What is needed:
Return all lines below containing the word "Supermarket".

─── Data supplied ───

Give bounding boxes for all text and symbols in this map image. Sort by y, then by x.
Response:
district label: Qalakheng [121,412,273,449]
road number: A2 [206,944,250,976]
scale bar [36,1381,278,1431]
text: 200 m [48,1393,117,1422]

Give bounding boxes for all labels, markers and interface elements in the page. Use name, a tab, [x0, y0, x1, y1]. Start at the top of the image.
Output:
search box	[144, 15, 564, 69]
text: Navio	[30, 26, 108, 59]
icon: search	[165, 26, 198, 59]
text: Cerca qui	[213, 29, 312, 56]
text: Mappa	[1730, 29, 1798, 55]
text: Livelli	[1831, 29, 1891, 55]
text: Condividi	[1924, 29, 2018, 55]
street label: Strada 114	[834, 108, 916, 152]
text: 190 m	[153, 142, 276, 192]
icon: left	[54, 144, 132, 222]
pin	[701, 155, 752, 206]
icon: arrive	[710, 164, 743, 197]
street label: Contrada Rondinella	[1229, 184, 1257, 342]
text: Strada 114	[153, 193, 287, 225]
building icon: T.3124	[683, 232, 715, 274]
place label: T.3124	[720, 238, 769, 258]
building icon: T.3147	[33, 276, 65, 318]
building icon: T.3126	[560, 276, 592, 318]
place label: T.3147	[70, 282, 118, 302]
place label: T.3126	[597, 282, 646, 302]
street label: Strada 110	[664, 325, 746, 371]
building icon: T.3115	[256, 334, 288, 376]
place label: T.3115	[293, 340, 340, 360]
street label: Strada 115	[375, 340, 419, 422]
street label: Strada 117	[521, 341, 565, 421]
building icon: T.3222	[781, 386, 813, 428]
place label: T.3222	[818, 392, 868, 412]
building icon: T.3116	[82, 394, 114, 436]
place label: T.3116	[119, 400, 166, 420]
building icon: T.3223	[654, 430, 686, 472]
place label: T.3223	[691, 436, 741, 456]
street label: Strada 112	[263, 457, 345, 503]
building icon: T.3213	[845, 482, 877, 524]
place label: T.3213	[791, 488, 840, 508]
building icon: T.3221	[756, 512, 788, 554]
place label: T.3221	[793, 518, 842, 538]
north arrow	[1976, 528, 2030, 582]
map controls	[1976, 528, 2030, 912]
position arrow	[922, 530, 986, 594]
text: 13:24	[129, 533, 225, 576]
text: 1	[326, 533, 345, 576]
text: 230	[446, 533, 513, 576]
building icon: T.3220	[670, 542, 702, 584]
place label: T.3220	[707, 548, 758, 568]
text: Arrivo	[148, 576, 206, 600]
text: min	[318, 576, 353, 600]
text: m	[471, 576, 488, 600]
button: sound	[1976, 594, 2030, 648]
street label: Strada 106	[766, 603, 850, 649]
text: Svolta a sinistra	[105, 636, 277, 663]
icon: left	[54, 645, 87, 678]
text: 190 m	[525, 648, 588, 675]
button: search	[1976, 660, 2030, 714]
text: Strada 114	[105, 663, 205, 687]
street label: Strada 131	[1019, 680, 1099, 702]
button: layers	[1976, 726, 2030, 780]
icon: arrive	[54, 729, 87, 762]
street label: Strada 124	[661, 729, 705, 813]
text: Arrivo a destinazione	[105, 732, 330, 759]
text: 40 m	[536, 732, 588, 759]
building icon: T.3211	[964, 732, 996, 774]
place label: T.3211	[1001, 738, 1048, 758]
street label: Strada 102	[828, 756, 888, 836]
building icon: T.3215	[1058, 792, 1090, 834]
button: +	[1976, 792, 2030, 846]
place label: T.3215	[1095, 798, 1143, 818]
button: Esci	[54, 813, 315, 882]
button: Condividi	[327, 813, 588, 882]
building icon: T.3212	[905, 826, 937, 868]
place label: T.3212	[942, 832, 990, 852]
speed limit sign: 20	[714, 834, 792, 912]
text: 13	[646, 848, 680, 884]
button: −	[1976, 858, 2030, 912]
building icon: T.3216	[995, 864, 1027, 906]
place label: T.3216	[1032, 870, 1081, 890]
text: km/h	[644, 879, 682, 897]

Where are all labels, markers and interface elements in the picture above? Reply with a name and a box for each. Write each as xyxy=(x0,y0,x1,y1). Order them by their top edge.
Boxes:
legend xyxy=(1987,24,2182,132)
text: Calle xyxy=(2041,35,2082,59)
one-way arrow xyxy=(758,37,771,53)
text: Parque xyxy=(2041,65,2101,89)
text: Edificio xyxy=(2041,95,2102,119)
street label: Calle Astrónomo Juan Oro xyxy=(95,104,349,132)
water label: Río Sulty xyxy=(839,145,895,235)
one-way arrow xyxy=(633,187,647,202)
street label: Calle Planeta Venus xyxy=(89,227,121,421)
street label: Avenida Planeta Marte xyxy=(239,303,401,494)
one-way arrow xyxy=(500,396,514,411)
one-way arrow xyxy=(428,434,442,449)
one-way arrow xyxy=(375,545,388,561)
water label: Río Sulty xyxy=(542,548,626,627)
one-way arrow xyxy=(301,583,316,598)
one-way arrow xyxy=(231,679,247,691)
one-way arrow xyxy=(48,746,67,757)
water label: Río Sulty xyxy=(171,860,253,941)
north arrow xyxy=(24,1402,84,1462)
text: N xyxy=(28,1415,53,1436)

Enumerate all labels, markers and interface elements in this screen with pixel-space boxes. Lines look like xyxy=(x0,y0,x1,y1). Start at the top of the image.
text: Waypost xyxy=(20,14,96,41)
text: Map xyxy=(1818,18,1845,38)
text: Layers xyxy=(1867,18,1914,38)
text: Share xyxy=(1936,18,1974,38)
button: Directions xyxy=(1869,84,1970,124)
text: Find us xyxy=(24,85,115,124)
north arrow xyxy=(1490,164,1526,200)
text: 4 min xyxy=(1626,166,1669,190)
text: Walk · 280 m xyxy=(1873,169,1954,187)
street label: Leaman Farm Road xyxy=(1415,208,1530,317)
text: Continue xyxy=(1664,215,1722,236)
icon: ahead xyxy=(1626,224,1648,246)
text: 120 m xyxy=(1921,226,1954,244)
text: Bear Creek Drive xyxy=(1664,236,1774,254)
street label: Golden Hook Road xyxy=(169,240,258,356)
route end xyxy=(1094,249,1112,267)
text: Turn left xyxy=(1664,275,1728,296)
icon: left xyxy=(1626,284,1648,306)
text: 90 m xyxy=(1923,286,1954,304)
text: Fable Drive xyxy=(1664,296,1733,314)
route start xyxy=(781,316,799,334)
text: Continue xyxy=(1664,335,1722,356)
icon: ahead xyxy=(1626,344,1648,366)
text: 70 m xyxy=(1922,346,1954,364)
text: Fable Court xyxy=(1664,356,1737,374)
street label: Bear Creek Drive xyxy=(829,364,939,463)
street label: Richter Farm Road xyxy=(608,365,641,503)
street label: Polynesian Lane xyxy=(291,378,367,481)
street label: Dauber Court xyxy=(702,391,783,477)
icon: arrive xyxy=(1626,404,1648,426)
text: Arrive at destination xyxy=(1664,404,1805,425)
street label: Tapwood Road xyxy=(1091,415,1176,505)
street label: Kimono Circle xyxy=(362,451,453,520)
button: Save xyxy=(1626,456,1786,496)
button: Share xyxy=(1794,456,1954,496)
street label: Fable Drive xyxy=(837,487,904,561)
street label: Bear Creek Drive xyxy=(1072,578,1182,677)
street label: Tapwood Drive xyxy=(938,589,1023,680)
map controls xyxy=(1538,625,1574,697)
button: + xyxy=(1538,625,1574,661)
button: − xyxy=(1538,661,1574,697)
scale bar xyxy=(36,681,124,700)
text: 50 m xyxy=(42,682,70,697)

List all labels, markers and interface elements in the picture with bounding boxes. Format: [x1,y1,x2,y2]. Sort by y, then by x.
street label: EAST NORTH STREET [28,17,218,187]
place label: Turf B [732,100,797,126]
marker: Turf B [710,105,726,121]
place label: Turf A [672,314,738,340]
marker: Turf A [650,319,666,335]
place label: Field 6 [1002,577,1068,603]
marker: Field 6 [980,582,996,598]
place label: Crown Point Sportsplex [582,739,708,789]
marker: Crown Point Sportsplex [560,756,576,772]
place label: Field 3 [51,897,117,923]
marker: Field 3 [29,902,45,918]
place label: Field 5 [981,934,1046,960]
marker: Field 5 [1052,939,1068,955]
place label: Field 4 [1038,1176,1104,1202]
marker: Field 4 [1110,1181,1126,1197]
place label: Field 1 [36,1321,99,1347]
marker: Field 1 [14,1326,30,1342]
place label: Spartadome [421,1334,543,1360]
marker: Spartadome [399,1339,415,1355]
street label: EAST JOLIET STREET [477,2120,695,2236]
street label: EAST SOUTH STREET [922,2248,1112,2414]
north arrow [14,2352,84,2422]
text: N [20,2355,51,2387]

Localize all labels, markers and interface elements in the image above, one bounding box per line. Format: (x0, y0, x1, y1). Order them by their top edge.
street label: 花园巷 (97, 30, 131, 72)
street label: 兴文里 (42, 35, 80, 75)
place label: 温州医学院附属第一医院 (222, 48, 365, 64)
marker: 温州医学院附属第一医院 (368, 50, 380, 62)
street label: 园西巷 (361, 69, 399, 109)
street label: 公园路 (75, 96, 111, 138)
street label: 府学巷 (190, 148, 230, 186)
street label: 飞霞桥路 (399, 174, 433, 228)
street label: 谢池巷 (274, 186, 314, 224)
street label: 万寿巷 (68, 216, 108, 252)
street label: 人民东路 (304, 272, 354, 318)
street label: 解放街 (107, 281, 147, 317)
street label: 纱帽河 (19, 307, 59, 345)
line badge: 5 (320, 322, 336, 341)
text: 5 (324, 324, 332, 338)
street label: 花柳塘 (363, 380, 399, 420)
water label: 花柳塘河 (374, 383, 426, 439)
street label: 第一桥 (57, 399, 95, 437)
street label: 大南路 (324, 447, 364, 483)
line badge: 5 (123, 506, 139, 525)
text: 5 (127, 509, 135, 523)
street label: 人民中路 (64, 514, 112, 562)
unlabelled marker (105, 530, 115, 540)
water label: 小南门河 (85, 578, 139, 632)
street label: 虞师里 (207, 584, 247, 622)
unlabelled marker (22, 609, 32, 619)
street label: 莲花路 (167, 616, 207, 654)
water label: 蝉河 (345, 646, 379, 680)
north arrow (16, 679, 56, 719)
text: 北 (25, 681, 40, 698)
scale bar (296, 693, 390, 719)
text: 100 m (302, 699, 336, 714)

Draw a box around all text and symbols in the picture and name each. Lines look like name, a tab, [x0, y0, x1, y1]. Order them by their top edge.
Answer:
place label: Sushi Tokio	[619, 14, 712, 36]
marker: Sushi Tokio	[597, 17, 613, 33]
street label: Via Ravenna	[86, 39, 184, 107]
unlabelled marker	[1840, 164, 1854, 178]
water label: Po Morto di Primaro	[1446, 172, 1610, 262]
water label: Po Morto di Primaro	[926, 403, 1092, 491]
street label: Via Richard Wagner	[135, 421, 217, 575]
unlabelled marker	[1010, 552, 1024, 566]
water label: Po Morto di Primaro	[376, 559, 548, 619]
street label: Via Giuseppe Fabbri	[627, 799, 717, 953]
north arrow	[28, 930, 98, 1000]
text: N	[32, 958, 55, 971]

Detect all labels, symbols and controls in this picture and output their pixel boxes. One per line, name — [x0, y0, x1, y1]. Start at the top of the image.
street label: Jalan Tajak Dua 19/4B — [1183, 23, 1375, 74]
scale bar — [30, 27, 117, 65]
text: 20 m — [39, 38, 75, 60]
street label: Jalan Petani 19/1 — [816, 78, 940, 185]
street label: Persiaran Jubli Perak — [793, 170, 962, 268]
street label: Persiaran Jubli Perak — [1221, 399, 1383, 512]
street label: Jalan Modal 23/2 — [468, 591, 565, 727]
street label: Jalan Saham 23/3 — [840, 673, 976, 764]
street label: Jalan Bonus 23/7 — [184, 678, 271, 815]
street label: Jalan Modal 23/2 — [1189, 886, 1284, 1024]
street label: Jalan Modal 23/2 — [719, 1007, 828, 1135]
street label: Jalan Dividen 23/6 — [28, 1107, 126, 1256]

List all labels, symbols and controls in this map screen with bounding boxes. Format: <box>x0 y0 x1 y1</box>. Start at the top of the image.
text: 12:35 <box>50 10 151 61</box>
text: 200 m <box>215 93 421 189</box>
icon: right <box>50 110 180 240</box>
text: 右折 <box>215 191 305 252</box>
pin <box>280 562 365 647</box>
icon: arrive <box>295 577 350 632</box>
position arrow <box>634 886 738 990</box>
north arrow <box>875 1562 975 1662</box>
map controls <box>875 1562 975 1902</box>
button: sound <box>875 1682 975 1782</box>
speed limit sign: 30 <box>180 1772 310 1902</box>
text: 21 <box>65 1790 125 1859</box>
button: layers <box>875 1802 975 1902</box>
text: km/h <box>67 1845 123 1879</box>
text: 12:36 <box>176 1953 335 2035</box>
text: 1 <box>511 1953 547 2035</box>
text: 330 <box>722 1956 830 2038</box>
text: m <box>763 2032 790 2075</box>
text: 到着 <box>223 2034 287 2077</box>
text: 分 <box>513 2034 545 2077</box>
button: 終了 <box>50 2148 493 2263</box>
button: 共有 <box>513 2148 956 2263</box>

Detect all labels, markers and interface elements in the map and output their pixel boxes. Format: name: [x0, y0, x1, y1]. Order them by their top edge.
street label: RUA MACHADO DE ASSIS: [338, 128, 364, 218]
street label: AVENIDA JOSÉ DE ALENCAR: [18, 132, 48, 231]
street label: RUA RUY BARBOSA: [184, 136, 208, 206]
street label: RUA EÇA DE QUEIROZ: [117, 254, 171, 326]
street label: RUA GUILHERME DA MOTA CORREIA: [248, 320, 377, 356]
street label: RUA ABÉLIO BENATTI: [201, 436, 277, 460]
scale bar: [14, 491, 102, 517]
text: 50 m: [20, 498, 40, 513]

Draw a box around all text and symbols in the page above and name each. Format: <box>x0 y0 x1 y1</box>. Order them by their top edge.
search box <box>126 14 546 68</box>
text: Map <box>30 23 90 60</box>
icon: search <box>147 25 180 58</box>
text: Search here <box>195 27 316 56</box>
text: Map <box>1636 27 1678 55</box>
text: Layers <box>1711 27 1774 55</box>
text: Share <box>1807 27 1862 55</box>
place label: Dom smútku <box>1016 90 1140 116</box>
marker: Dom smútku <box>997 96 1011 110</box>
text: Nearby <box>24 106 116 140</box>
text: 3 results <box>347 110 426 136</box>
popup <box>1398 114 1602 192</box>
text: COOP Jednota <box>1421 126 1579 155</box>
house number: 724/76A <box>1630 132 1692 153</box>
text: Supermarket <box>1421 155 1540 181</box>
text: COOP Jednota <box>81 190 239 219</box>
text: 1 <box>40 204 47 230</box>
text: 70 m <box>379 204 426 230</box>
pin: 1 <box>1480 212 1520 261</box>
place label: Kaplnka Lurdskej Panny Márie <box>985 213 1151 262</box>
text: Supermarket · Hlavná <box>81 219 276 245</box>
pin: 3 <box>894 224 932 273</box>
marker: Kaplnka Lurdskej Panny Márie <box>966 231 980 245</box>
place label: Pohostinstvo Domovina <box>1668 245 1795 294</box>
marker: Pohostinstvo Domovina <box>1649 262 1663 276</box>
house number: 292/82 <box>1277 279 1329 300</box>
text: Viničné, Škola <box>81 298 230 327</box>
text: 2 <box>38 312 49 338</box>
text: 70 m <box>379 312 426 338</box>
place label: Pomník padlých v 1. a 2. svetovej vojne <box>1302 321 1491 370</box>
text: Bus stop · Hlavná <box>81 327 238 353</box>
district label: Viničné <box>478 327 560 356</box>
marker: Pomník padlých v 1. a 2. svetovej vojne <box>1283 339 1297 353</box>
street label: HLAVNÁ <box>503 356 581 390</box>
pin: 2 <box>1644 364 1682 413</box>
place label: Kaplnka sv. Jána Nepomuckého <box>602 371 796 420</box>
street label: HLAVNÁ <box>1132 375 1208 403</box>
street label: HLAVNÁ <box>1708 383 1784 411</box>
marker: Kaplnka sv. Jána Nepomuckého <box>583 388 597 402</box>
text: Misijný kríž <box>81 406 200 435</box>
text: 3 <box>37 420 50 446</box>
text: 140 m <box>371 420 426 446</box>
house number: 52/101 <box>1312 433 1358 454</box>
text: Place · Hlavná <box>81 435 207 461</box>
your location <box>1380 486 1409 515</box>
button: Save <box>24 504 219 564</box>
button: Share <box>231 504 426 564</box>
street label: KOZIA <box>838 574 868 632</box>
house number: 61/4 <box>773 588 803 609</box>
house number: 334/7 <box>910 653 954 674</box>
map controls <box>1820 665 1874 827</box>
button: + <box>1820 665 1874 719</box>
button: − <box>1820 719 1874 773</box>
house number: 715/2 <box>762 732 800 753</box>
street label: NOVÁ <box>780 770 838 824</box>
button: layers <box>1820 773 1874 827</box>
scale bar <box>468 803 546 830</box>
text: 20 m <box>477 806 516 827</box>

───

Written answer:
text: Supermarket <box>1421 155 1540 181</box>
text: Supermarket · Hlavná <box>81 219 276 245</box>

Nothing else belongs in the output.